■ How to complete this task
Down to the final line, write out the data below exactly.

Records contained in a dataset

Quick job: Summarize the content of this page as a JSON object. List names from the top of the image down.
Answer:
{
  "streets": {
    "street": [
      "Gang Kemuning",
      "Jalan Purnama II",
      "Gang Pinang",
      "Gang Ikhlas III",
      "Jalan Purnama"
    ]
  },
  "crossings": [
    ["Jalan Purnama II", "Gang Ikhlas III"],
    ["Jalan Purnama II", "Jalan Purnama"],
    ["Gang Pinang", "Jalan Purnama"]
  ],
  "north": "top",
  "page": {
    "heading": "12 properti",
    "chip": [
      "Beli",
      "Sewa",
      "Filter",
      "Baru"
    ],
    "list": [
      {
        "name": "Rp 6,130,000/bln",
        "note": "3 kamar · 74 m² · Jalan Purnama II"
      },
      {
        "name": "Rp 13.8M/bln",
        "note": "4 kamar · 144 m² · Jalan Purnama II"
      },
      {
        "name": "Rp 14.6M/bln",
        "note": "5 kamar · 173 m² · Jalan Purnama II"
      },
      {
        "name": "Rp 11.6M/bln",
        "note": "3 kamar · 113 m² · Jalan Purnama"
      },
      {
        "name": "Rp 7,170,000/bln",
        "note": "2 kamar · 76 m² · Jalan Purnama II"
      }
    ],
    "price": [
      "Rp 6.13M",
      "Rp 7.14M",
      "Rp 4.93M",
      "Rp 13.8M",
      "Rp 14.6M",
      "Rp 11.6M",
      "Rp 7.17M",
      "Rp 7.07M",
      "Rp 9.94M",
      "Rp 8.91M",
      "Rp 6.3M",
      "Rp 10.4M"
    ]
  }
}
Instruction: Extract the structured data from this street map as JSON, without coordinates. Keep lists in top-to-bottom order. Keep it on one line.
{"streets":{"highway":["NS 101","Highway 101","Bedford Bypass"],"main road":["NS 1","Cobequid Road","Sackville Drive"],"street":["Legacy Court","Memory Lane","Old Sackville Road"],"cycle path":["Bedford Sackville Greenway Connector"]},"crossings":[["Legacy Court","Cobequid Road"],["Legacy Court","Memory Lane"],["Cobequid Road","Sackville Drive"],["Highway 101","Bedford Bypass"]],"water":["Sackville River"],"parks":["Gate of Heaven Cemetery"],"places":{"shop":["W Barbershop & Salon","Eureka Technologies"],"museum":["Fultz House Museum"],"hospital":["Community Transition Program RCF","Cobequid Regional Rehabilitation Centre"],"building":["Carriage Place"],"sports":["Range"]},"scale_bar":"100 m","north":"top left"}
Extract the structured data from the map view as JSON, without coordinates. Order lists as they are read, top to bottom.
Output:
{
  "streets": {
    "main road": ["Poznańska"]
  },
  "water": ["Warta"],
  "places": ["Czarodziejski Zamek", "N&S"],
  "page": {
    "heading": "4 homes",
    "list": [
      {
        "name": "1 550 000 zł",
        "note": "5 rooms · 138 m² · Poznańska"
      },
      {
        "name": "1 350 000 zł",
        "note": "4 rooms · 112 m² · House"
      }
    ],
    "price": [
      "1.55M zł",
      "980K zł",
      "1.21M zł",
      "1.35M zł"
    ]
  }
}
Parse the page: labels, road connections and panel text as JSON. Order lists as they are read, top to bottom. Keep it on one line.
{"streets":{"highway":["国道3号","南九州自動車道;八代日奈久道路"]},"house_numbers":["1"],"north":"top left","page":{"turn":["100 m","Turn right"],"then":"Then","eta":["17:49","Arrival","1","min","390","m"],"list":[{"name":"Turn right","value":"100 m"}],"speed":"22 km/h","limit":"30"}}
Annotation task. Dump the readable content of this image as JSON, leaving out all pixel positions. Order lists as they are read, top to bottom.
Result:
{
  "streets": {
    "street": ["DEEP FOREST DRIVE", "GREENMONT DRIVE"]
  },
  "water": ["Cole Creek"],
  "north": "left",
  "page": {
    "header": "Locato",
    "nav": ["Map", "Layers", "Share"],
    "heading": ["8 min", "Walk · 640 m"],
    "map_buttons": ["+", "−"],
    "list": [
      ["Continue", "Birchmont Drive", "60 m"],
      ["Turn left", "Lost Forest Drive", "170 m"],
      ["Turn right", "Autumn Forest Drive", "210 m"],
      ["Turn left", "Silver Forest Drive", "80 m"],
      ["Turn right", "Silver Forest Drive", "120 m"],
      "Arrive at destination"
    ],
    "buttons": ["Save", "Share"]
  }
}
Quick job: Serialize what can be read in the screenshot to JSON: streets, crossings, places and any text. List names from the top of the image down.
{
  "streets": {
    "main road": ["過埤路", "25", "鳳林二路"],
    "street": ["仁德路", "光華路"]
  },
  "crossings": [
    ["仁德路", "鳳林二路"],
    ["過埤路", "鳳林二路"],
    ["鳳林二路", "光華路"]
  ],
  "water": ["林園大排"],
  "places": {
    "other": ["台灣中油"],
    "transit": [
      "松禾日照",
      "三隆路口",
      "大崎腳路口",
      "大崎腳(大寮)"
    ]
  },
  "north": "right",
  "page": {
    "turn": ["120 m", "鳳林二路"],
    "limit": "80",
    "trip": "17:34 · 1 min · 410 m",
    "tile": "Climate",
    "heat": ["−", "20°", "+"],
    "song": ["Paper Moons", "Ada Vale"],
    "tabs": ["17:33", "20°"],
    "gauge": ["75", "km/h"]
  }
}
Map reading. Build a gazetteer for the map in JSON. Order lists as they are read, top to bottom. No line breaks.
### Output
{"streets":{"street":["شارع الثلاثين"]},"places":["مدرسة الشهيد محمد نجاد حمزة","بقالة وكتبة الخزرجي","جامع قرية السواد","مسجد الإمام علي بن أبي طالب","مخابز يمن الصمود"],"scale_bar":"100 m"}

■ Answer to the problem
Quick job: Summarize the content of this page as a JSON object. List names from the top of the image down.
Answer:
{
  "streets": {
    "street": [
      "Gang Kemuning",
      "Jalan Purnama II",
      "Gang Pinang",
      "Gang Ikhlas III",
      "Jalan Purnama"
    ]
  },
  "crossings": [
    ["Jalan Purnama II", "Gang Ikhlas III"],
    ["Jalan Purnama II", "Jalan Purnama"],
    ["Gang Pinang", "Jalan Purnama"]
  ],
  "north": "top",
  "page": {
    "heading": "12 properti",
    "chip": [
      "Beli",
      "Sewa",
      "Filter",
      "Baru"
    ],
    "list": [
      {
        "name": "Rp 6,130,000/bln",
        "note": "3 kamar · 74 m² · Jalan Purnama II"
      },
      {
        "name": "Rp 13.8M/bln",
        "note": "4 kamar · 144 m² · Jalan Purnama II"
      },
      {
        "name": "Rp 14.6M/bln",
        "note": "5 kamar · 173 m² · Jalan Purnama II"
      },
      {
        "name": "Rp 11.6M/bln",
        "note": "3 kamar · 113 m² · Jalan Purnama"
      },
      {
        "name": "Rp 7,170,000/bln",
        "note": "2 kamar · 76 m² · Jalan Purnama II"
      }
    ],
    "price": [
      "Rp 6.13M",
      "Rp 7.14M",
      "Rp 4.93M",
      "Rp 13.8M",
      "Rp 14.6M",
      "Rp 11.6M",
      "Rp 7.17M",
      "Rp 7.07M",
      "Rp 9.94M",
      "Rp 8.91M",
      "Rp 6.3M",
      "Rp 10.4M"
    ]
  }
}
Instruction: Extract the structured data from this street map as JSON, without coordinates. Keep lists in top-to-bottom order. Keep it on one line.
{"streets":{"highway":["NS 101","Highway 101","Bedford Bypass"],"main road":["NS 1","Cobequid Road","Sackville Drive"],"street":["Legacy Court","Memory Lane","Old Sackville Road"],"cycle path":["Bedford Sackville Greenway Connector"]},"crossings":[["Legacy Court","Cobequid Road"],["Legacy Court","Memory Lane"],["Cobequid Road","Sackville Drive"],["Highway 101","Bedford Bypass"]],"water":["Sackville River"],"parks":["Gate of Heaven Cemetery"],"places":{"shop":["W Barbershop & Salon","Eureka Technologies"],"museum":["Fultz House Museum"],"hospital":["Community Transition Program RCF","Cobequid Regional Rehabilitation Centre"],"building":["Carriage Place"],"sports":["Range"]},"scale_bar":"100 m","north":"top left"}
Extract the structured data from the map view as JSON, without coordinates. Order lists as they are read, top to bottom.
Output:
{
  "streets": {
    "main road": ["Poznańska"]
  },
  "water": ["Warta"],
  "places": ["Czarodziejski Zamek", "N&S"],
  "page": {
    "heading": "4 homes",
    "list": [
      {
        "name": "1 550 000 zł",
        "note": "5 rooms · 138 m² · Poznańska"
      },
      {
        "name": "1 350 000 zł",
        "note": "4 rooms · 112 m² · House"
      }
    ],
    "price": [
      "1.55M zł",
      "980K zł",
      "1.21M zł",
      "1.35M zł"
    ]
  }
}
Parse the page: labels, road connections and panel text as JSON. Order lists as they are read, top to bottom. Keep it on one line.
{"streets":{"highway":["国道3号","南九州自動車道;八代日奈久道路"]},"house_numbers":["1"],"north":"top left","page":{"turn":["100 m","Turn right"],"then":"Then","eta":["17:49","Arrival","1","min","390","m"],"list":[{"name":"Turn right","value":"100 m"}],"speed":"22 km/h","limit":"30"}}
Annotation task. Dump the readable content of this image as JSON, leaving out all pixel positions. Order lists as they are read, top to bottom.
Result:
{
  "streets": {
    "street": ["DEEP FOREST DRIVE", "GREENMONT DRIVE"]
  },
  "water": ["Cole Creek"],
  "north": "left",
  "page": {
    "header": "Locato",
    "nav": ["Map", "Layers", "Share"],
    "heading": ["8 min", "Walk · 640 m"],
    "map_buttons": ["+", "−"],
    "list": [
      ["Continue", "Birchmont Drive", "60 m"],
      ["Turn left", "Lost Forest Drive", "170 m"],
      ["Turn right", "Autumn Forest Drive", "210 m"],
      ["Turn left", "Silver Forest Drive", "80 m"],
      ["Turn right", "Silver Forest Drive", "120 m"],
      "Arrive at destination"
    ],
    "buttons": ["Save", "Share"]
  }
}
Quick job: Serialize what can be read in the screenshot to JSON: streets, crossings, places and any text. List names from the top of the image down.
{
  "streets": {
    "main road": ["過埤路", "25", "鳳林二路"],
    "street": ["仁德路", "光華路"]
  },
  "crossings": [
    ["仁德路", "鳳林二路"],
    ["過埤路", "鳳林二路"],
    ["鳳林二路", "光華路"]
  ],
  "water": ["林園大排"],
  "places": {
    "other": ["台灣中油"],
    "transit": [
      "松禾日照",
      "三隆路口",
      "大崎腳路口",
      "大崎腳(大寮)"
    ]
  },
  "north": "right",
  "page": {
    "turn": ["120 m", "鳳林二路"],
    "limit": "80",
    "trip": "17:34 · 1 min · 410 m",
    "tile": "Climate",
    "heat": ["−", "20°", "+"],
    "song": ["Paper Moons", "Ada Vale"],
    "tabs": ["17:33", "20°"],
    "gauge": ["75", "km/h"]
  }
}
Map reading. Build a gazetteer for the map in JSON. Order lists as they are read, top to bottom. No line breaks.
### Output
{"streets":{"street":["شارع الثلاثين"]},"places":["مدرسة الشهيد محمد نجاد حمزة","بقالة وكتبة الخزرجي","جامع قرية السواد","مسجد الإمام علي بن أبي طالب","مخابز يمن الصمود"],"scale_bar":"100 m"}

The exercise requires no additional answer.